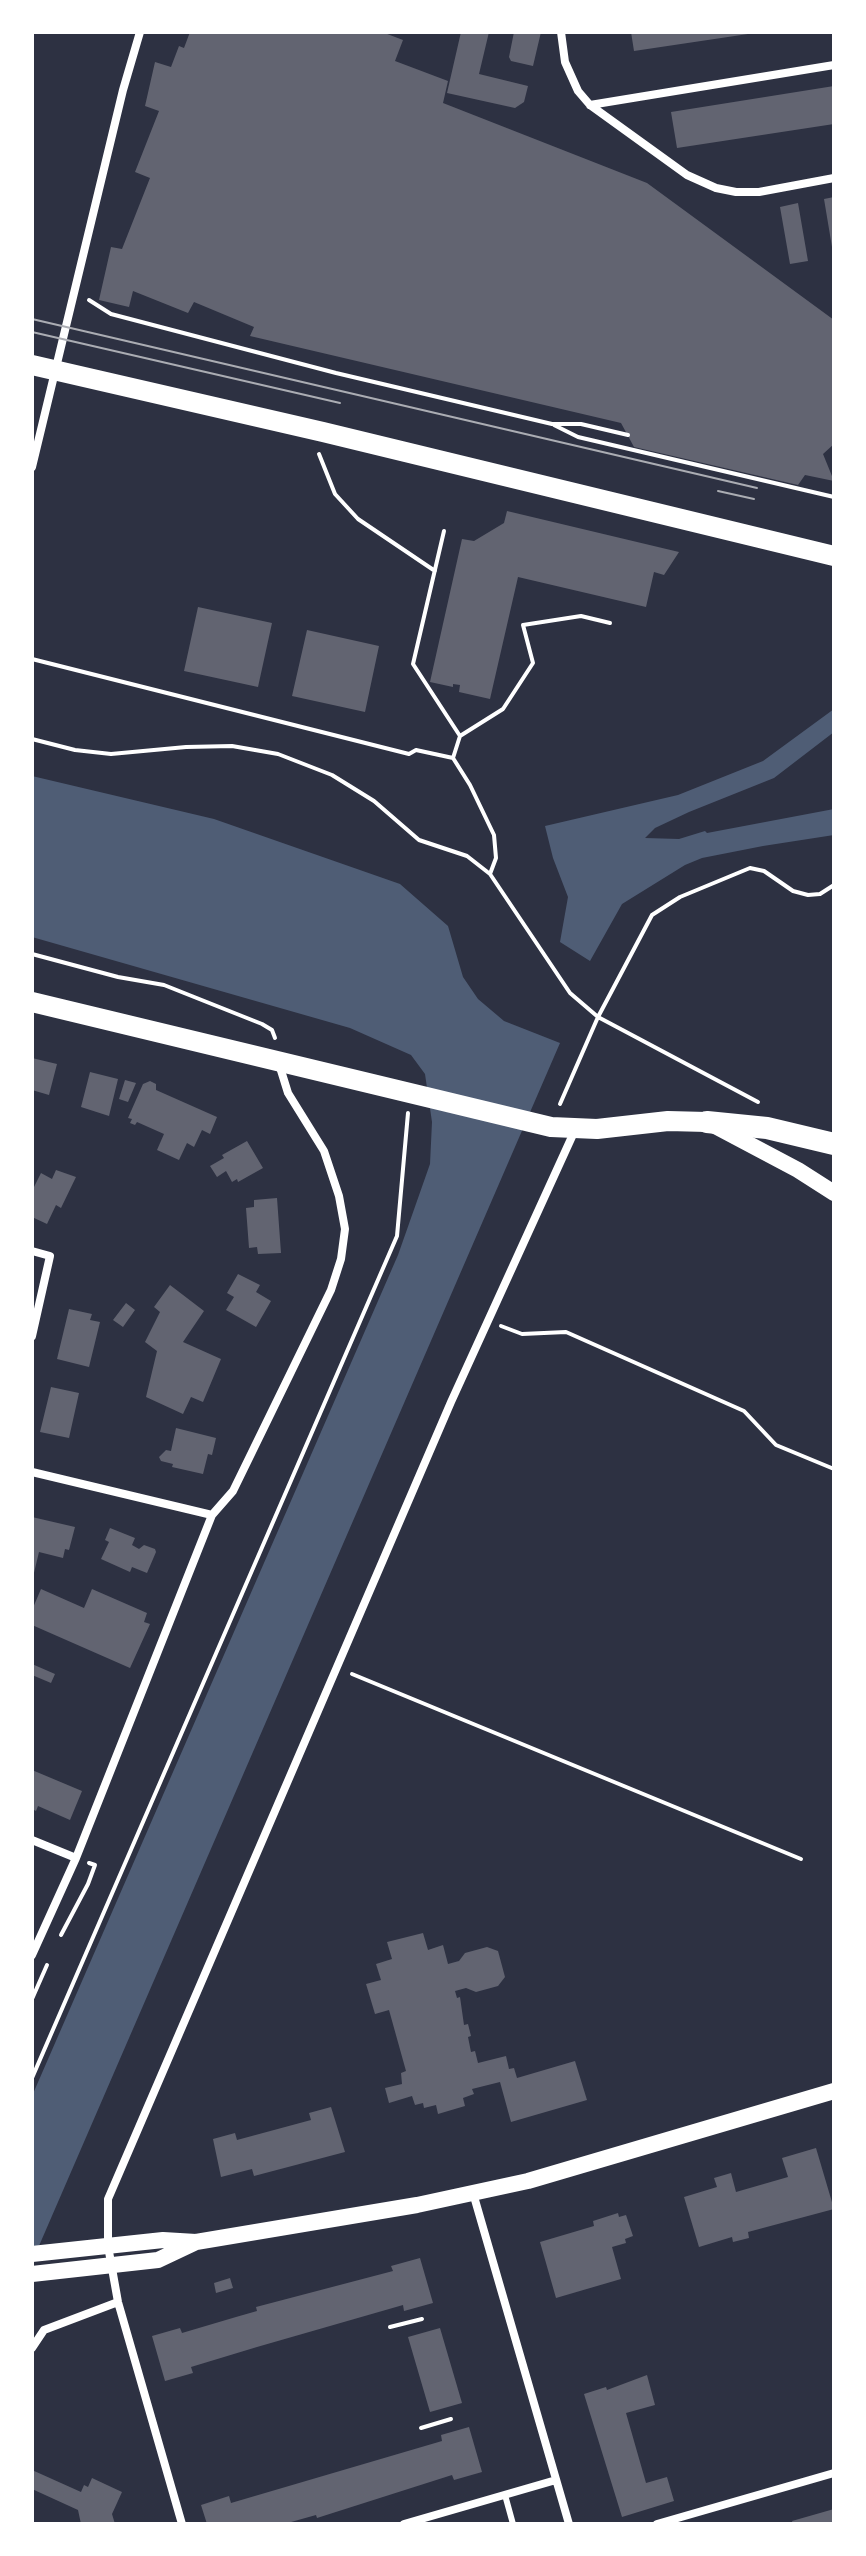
<!DOCTYPE html>
<style>
body{margin:0}
#map{position:relative;width:866px;height:2556px;overflow:hidden;background:#2d3142;font-family:Overpass,sans-serif}
canvas{display:block}
.frame{position:absolute;inset:0;border:34px solid #fff;pointer-events:none}
</style>
<div id="map">
<canvas width="866" height="2556"></canvas>
<div class="frame"></div>
</div>
<script>
const ctx = document.querySelector('canvas').getContext('2d');
ctx.lineJoin = 'round';
function paint(path, color) { ctx.fillStyle = color; ctx.fill(path, 'evenodd'); }
const poly = rows => new Path2D(rows.map(r => 'M' + r).join(''));
function strokePath(path, color, width, dash) { ctx.strokeStyle = color; ctx.lineWidth = width; ctx.lineCap = dash ? 'butt' : 'round'; ctx.setLineDash(dash || []); ctx.stroke(path); }
paint(poly([
 [834,709,834,732,774,778,689,812,655,828,645,838,679,839,705,831,707,833,834,809,834,835,763,846,702,858,685,865,622,904,590,961,560,942,568,897,553,858,545,826,678,795,763,761],
 [32,776,214,819,400,884,448,926,463,977,478,999,504,1021,560,1043,32,2262,32,2096,398,1255,430,1164,432,1122,425,1074,411,1055,350,1028,32,937]
]), '#4f5d75');
paint(poly([
 [190,32,382,32,403,40,395,61,448,81,443,103,647,183,834,320,834,444,823,454,834,481,805,475,798,485,634,447,621,423,250,336,254,327,194,302,188,313,133,291,129,307,99,300,111,247,122,249,150,178,135,172,159,111,145,106,155,62,171,67,179,46,184,48],
 [461,32,489,32,479,74,528,86,524,102,515,108,447,93],
 [514,32,541,32,533,66,511,61,509,57],
 [631,32,748,32,748,34,634,51],
 [834,86,834,124,677,148,671,112],
 [834,197,834,247,832,247,824,199],
 [798,203,808,261,790,264,780,207],
 [507,511,679,552,664,575,654,572,646,607,518,577,490,699,459,692,460,685,453,684,453,687,430,682,462,539,474,541,504,523],
 [198,607,272,623,258,687,184,671],
 [307,630,379,646,365,712,292,696],
 [32,1058,57,1064,49,1095,32,1090],
 [90,1072,118,1079,109,1116,81,1107],
 [125,1080,136,1083,128,1102,119,1099],
 [150,1081,156,1084,156,1090,217,1117,210,1134,202,1130,194,1147,187,1143,179,1160,157,1150,164,1134,137,1122,135,1125,130,1123,132,1119,128,1118,143,1084],
 [247,1141,263,1168,238,1182,237,1179,232,1182,226,1171,217,1177,210,1166,224,1158,222,1155],
 [56,1170,76,1177,61,1208,56,1205,47,1224,32,1217,32,1191,41,1173,52,1179],
 [277,1198,281,1253,258,1254,257,1247,249,1248,246,1208,254,1207,254,1200],
 [238,1274,260,1285,256,1292,271,1301,256,1327,226,1310,234,1297,227,1293],
 [170,1285,204,1311,183,1342,221,1359,203,1402,191,1397,183,1414,146,1397,157,1351,145,1342,160,1312,154,1307],
 [126,1303,135,1310,123,1327,113,1320],
 [69,1309,92,1314,90,1320,100,1322,89,1367,57,1359],
 [51,1387,79,1393,69,1438,40,1432],
 [176,1428,216,1438,212,1455,208,1454,203,1474,172,1467,173,1464,161,1461,159,1457,166,1450,171,1451],
 [32,1517,75,1527,69,1550,65,1549,63,1558,39,1552,33,1577],
 [110,1528,135,1538,132,1545,139,1549,144,1545,155,1549,156,1552,147,1573,132,1567,130,1572,101,1559,109,1542,105,1540],
 [41,1589,84,1608,92,1589,147,1613,144,1622,150,1624,130,1668,32,1625,32,1610],
 [32,1664,55,1674,51,1683,32,1675],
 [32,1770,82,1791,70,1820,38,1806,36,1811,32,1809],
 [423,1933,428,1950,443,1945,448,1964,459,1961,465,1953,487,1947,498,1951,505,1977,498,1986,476,1992,466,1988,455,1991,457,1998,460,1997,464,2025,468,2024,471,2036,468,2037,471,2052,475,2051,478,2063,506,2056,509,2069,514,2068,517,2078,575,2061,587,2100,511,2122,500,2082,472,2089,474,2094,463,2098,465,2106,438,2114,436,2105,424,2108,423,2103,415,2105,412,2096,389,2103,385,2088,402,2084,401,2073,406,2071,389,2010,375,2014,366,1984,381,1980,376,1964,392,1959,387,1942],
 [331,2107,345,2152,254,2176,252,2169,221,2177,213,2139,235,2133,237,2140,311,2120,309,2113],
 [816,2148,834,2209,748,2232,749,2238,733,2242,732,2237,699,2247,684,2197,717,2187,714,2178,731,2173,736,2192,788,2177,782,2158],
 [618,2213,619,2217,626,2215,633,2236,625,2239,626,2243,612,2247,621,2279,556,2298,540,2242,594,2226,593,2221],
 [420,2258,433,2303,404,2311,403,2305,257,2347,191,2367,193,2373,165,2381,152,2336,180,2328,182,2333,236,2317,257,2311,256,2307,393,2271,391,2266],
 [230,2278,233,2288,216,2293,214,2283],
 [440,2328,462,2403,430,2412,408,2337],
 [647,2375,655,2405,626,2413,646,2483,667,2477,674,2501,622,2517,584,2394,606,2387,607,2390],
 [469,2427,482,2472,454,2480,452,2475,317,2518,316,2515,284,2524,207,2524,201,2505,229,2496,231,2503,442,2441,441,2435],
 [32,2470,81,2492,84,2485,88,2487,92,2478,122,2492,112,2514,115,2524,81,2524,78,2510,32,2489],
 [834,2509,834,2524,793,2524,792,2521]
]), '#626471');
strokePath(poly([
 [89,300,111,314,336,373,552,424,581,424,628,435],
 [554,425,578,437,834,497],
 [319,454,335,494,358,519,435,571],
 [444,531,413,664,460,736,453,758],
 [32,659,409,754,416,750,453,758,470,785,494,835,496,858,490,874],
 [460,736,503,709,533,663,523,625,581,616,610,623],
 [32,739,75,750,111,754,186,747,232,746,278,754,332,775,374,801,419,840,467,856,490,874,570,993,598,1017,758,1102],
 [32,954,118,977,164,985,262,1024,272,1030,275,1038],
 [560,1104,598,1017,652,915,680,897,750,868,764,871,793,891,808,895,820,894,834,885],
 [501,1326,522,1334,566,1332,744,1411,776,1445,834,1469],
 [352,1674,801,1859],
 [61,1935,88,1884,95,1865,89,1863],
 [32,1999,47,1965],
 [32,2078,397,1236,408,1113],
 [390,2327,422,2319],
 [421,2428,451,2419]
]), '#fff', 4);
strokePath(poly([
 [505,2495,513,2524]
]), '#fff', 6);
strokePath(poly([
 [561,32,565,62,578,91,590,105,687,175,716,188,736,192,759,192,834,178],
 [590,105,834,65],
 [32,467,123,90,140,32],
 [32,1251,50,1256,32,1336],
 [32,1472,212,1515],
 [32,1840,76,1858],
 [32,1955,76,1858,212,1515,233,1491,331,1290,341,1259,345,1229,339,1196,324,1151,288,1093,279,1064],
 [473,2193,569,2524],
 [32,2348,44,2330,118,2302],
 [182,2524,118,2302,108,2246,108,2199,451,1402,575,1130],
 [404,2524,556,2480],
 [657,2524,834,2473]
]), '#fff', 8);
strokePath(poly([
 [715,1126,798,1170,834,1193],
 [32,2254,163,2240,196,2242,417,2205,528,2181,834,2091],
 [32,2274,158,2260,194,2243]
]), '#fff', 16);
strokePath(poly([
 [32,365,323,432,834,556],
 [32,1002,551,1127,597,1129,668,1121,707,1122]
]), '#fff', 20);
strokePath(poly([
 [707,1122,767,1128,834,1144]
]), '#fff', 22);
strokePath(poly([
 [32,319,757,488],
 [32,332,340,403],
 [718,491,754,499]
]), '#abadb3', 2);
</script>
──────
YOUR TASK: Copy nothing but the lines from the top of the material through the line holding "ctx.lineJoin = 'round';", exactly as written; omit pictures.

ANSWER BOX:
<!DOCTYPE html>
<style>
body{margin:0}
#map{position:relative;width:866px;height:2556px;overflow:hidden;background:#2d3142;font-family:Overpass,sans-serif}
canvas{display:block}
.frame{position:absolute;inset:0;border:34px solid #fff;pointer-events:none}
</style>
<div id="map">
<canvas width="866" height="2556"></canvas>
<div class="frame"></div>
</div>
<script>
const ctx = document.querySelector('canvas').getContext('2d');
ctx.lineJoin = 'round';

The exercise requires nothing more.